*ASSIGNMENT:* For the listing below, output exactly the lines from the line with "function strokePath(path, color, width, dash)" up to and including the line with "M0 0H21L24 6 53 108V113L47 117 0 125Z", and no other lines.

*INFORMATION GIVEN:*
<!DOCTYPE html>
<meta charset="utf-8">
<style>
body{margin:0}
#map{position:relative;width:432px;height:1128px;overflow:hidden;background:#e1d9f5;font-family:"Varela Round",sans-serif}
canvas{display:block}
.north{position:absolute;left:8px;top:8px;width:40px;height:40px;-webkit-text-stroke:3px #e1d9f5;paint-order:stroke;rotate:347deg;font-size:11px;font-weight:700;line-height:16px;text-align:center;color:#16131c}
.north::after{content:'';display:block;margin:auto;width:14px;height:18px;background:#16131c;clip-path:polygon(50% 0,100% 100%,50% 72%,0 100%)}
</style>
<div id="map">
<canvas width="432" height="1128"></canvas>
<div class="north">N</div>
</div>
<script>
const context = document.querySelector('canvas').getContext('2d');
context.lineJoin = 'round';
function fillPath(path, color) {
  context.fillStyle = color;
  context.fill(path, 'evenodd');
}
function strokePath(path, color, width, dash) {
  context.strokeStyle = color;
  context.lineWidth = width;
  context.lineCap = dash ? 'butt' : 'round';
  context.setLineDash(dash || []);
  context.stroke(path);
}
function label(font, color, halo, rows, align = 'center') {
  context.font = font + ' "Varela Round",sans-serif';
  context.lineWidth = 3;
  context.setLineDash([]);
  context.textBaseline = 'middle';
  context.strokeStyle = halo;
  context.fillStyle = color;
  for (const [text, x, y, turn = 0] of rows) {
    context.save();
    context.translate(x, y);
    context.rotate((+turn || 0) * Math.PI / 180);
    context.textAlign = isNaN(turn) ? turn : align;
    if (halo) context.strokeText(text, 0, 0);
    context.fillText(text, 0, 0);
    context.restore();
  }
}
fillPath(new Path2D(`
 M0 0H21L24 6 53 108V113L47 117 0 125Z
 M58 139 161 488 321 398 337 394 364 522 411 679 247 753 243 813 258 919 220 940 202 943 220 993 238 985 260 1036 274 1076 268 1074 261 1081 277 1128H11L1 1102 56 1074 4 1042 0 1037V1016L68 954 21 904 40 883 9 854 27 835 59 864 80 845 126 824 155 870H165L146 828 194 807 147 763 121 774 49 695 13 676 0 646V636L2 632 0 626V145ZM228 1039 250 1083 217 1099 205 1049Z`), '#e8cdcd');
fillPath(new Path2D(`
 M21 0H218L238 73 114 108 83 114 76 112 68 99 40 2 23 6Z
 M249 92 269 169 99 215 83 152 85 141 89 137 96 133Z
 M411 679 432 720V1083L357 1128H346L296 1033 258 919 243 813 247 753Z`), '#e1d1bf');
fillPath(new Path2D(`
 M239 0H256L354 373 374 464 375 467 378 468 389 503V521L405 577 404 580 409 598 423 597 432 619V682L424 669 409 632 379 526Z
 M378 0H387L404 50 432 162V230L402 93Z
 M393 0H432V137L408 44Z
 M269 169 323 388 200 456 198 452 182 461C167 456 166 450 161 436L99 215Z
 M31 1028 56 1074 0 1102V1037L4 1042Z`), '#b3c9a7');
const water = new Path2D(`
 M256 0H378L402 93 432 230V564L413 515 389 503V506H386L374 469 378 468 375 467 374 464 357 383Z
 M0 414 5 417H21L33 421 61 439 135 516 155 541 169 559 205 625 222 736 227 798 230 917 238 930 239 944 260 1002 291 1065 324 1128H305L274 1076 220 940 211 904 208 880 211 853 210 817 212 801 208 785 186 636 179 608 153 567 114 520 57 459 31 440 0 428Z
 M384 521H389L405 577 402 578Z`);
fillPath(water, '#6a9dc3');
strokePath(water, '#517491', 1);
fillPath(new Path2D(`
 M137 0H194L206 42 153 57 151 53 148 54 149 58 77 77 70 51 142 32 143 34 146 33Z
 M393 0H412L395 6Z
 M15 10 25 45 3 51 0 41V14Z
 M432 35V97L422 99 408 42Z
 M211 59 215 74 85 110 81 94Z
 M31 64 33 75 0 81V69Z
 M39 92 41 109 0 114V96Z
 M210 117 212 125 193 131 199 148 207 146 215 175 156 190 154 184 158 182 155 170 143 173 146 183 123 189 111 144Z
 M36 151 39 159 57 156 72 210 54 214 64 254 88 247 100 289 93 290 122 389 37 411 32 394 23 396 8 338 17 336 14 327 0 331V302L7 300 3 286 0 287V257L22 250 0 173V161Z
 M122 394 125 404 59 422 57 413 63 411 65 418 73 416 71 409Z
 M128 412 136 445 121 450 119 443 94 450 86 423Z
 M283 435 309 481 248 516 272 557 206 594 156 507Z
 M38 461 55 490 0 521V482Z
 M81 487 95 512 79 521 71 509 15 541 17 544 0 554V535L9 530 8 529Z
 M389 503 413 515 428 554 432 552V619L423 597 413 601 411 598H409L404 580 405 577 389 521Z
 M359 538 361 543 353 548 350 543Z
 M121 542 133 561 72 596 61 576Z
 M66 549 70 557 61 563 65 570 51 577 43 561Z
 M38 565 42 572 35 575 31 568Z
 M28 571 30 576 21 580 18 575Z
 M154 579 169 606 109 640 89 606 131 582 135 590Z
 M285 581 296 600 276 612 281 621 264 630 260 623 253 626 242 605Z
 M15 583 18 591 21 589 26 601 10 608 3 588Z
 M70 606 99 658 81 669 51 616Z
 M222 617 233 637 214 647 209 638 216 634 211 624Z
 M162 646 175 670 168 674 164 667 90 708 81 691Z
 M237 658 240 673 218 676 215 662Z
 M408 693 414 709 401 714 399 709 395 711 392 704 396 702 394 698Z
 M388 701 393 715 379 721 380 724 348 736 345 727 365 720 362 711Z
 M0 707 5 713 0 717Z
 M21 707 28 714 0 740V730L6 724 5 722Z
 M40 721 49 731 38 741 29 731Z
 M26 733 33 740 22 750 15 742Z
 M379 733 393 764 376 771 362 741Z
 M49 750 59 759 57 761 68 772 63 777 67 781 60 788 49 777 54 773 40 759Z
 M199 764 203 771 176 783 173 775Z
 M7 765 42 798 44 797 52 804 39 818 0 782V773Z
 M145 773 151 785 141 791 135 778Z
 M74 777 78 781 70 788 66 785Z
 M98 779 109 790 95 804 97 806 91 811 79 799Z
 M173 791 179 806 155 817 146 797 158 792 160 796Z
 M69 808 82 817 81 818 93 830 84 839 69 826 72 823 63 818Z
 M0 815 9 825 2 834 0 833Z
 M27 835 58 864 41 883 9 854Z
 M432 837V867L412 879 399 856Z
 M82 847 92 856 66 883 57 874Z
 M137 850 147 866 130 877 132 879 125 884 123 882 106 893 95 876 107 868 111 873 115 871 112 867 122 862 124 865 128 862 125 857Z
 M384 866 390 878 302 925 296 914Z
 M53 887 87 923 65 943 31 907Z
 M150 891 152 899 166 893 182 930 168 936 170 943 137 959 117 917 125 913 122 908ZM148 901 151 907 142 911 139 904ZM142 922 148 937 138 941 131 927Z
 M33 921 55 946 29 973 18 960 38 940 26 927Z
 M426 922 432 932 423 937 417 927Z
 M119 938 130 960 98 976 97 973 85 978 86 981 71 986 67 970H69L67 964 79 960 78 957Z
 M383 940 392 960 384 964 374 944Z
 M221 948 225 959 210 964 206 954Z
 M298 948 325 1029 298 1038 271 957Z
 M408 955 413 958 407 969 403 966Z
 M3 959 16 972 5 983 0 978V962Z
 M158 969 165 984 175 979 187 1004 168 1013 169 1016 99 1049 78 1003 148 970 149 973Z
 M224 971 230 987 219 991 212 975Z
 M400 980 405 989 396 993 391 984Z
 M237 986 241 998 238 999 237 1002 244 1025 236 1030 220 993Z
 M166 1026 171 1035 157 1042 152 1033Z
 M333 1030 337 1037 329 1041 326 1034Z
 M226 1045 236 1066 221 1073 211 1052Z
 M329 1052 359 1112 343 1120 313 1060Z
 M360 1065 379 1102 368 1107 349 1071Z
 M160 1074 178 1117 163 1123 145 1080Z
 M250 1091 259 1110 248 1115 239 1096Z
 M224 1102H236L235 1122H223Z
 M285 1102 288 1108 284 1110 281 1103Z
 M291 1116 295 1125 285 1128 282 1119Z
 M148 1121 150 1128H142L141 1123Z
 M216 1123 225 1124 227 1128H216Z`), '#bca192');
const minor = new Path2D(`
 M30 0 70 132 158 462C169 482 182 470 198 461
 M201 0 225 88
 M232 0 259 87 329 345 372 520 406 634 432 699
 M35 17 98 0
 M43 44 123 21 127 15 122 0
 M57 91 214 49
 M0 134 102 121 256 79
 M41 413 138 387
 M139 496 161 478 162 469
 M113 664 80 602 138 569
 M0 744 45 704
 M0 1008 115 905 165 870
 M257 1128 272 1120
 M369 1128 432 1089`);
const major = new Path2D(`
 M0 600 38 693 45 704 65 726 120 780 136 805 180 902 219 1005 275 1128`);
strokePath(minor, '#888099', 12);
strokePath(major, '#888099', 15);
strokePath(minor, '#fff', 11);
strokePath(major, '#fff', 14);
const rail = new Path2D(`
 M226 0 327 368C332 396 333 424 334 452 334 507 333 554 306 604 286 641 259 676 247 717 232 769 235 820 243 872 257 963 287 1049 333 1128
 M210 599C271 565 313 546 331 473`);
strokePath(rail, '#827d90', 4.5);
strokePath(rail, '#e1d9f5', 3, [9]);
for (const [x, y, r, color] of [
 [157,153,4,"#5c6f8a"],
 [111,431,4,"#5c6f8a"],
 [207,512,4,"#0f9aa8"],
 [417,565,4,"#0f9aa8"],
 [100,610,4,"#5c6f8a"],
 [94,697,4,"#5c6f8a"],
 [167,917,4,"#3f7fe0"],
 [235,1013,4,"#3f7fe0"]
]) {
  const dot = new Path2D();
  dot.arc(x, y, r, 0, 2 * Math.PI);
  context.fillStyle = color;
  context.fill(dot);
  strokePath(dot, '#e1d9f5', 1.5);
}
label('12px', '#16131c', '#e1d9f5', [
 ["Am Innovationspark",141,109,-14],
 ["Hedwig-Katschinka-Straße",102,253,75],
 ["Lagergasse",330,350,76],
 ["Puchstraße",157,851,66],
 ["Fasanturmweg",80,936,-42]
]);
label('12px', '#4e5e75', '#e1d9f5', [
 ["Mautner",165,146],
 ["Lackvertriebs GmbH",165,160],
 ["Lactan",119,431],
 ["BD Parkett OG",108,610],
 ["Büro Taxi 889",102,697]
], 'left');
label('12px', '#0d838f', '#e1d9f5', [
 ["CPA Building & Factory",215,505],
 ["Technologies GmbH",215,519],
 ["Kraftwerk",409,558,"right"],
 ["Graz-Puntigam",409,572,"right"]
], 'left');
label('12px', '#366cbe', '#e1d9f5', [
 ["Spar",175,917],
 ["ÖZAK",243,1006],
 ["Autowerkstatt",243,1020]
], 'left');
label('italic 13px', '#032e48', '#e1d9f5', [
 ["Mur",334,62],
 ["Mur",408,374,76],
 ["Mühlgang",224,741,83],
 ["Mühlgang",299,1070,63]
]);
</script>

*OUTPUT FOR THIS EXERCISE:*
function strokePath(path, color, width, dash) {
  context.strokeStyle = color;
  context.lineWidth = width;
  context.lineCap = dash ? 'butt' : 'round';
  context.setLineDash(dash || []);
  context.stroke(path);
}
function label(font, color, halo, rows, align = 'center') {
  context.font = font + ' "Varela Round",sans-serif';
  context.lineWidth = 3;
  context.setLineDash([]);
  context.textBaseline = 'middle';
  context.strokeStyle = halo;
  context.fillStyle = color;
  for (const [text, x, y, turn = 0] of rows) {
    context.save();
    context.translate(x, y);
    context.rotate((+turn || 0) * Math.PI / 180);
    context.textAlign = isNaN(turn) ? turn : align;
    if (halo) context.strokeText(text, 0, 0);
    context.fillText(text, 0, 0);
    context.restore();
  }
}
fillPath(new Path2D(`
 M0 0H21L24 6 53 108V113L47 117 0 125Z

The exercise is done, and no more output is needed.